Les bureaux du Groupe MTY à Montréal, dimanche    

Le Groupe MTY rassure les investisseurs

MONTRÉAL — Groupe d’Alimentation MTY a voulu tourner la page sur les allégations soulevées par un prétendu lanceur d’alerte en répétant lundi que celles-ci étaient «sans fondement», sans toutefois offrir plus de détails à ce sujet.

L’examen mené par le comité de vérification du conseil d’administration est venu valider la position du franchiseur et exploitant québécois de restaurants, a estimé son chef de la direction Eric Lefebvre, au cours d’une conférence téléphonique visant à discuter des résultats du quatrième trimestre.

Même si le patron du propriétaire de marques telles que Thai Express, Tiki-Ming, Tutti Frutti et Valentine ne souhaitait pas commenter davantage le dossier, il a néanmoins été questionné par les analystes étant donné que le dévoilement des résultats, initialement prévu mardi dernier, avait été repoussé.

«C’est certain qu’en ce qui a trait à la perception, tout le monde est curieux, a expliqué M. Lefebvre, dans le cadre d’une entrevue téléphonique. À partir du moment où l’on dit que les allégations sont non fondées, si on commence à faire la liste (de ce qui était soulevé), on repart avec des discussions sur quelque chose qui n’existe pas.»

Les conclusions de l’examen ont semblé rassurer les investisseurs, puisqu’à la Bourse de Toronto, lundi, en mi-journée, l’action de MTY prenait 10,6 %, ou 5,28 $, pour se négocier à 55,05 $.

C’est le 14 février que MTY avait annoncé le report du dévoilement de ses résultats, sans fournir de détails sur les allégations l’ayant incité à agir de la sorte. Le prétendu lanceur d’alerte est toujours à l’emploi de la compagnie, a indiqué M. Lefebvre, qui a qualifié cette personne de «bon employé».

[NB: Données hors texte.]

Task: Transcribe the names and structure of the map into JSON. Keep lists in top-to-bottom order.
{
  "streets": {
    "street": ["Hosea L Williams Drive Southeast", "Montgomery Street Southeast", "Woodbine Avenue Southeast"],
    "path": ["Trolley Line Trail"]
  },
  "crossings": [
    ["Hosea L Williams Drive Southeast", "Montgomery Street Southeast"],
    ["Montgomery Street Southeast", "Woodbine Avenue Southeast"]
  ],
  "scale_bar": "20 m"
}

Si la société avait été mise au courant plus tôt, elle n’aurait peut-être pas eu à retarder le moment pour faire le point sur sa performance financière. Elle avait toutefois jusqu’à vendredi pour le faire en vertu du cadre réglementaire.

Selon M. Lefebvre, l’entreprise a pris la «bonne décision» en agissant de la sorte pour laisser le temps au comité de vérification de se pencher sur la chose.

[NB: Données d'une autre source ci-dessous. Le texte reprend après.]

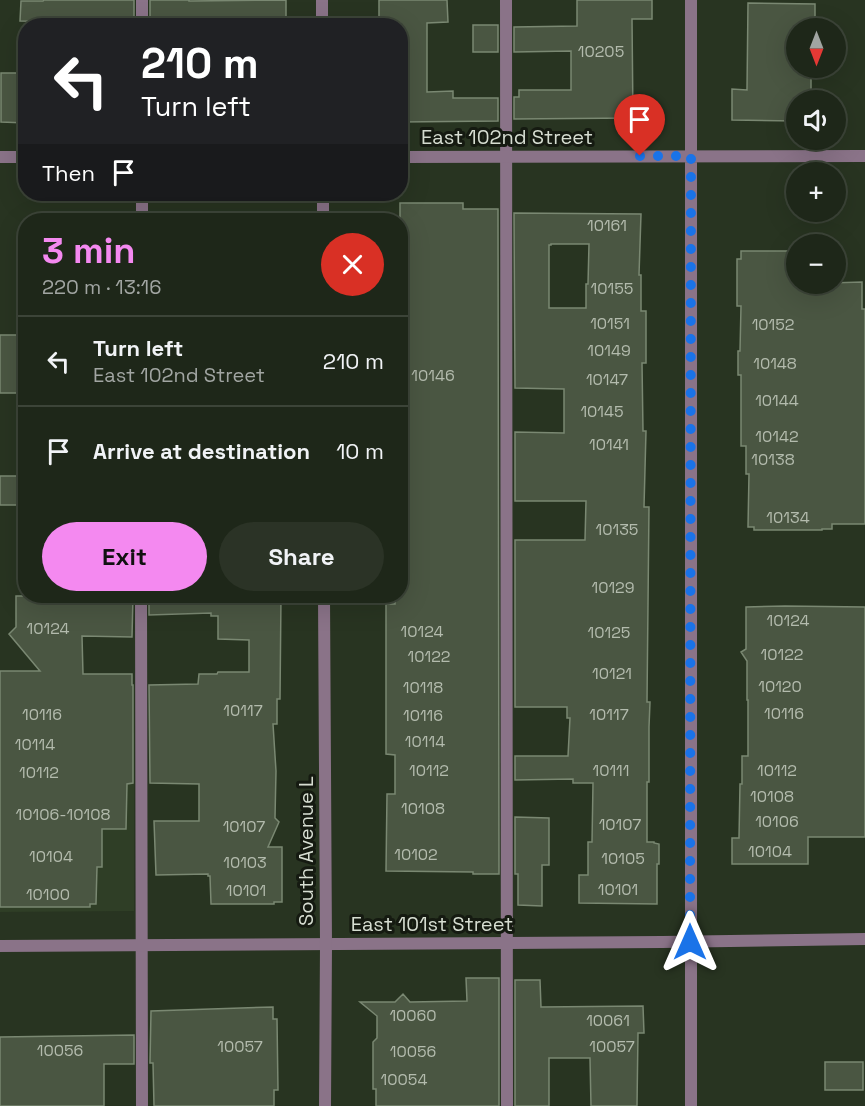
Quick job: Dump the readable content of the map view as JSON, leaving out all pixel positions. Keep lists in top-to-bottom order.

«On n’aime pas être mêlé à ce genre de chose, a dit le dirigeant de MTY. J’avais envie d’en dire plus. Il faut que je respecte ce qui a été fait. Mais à partir du moment où (les allégations) ne sont pas fondées, il n’y a rien d’autre à discuter.»

S’il peut être «curieux» de voir une entreprise retarder la date de publication de ses résultats financiers en raison d’allégations soulevées par un employé, l’expert en gouvernance et professeur à l’Université Concordia Michel Magnan croit que MTY a agi de façon «correcte».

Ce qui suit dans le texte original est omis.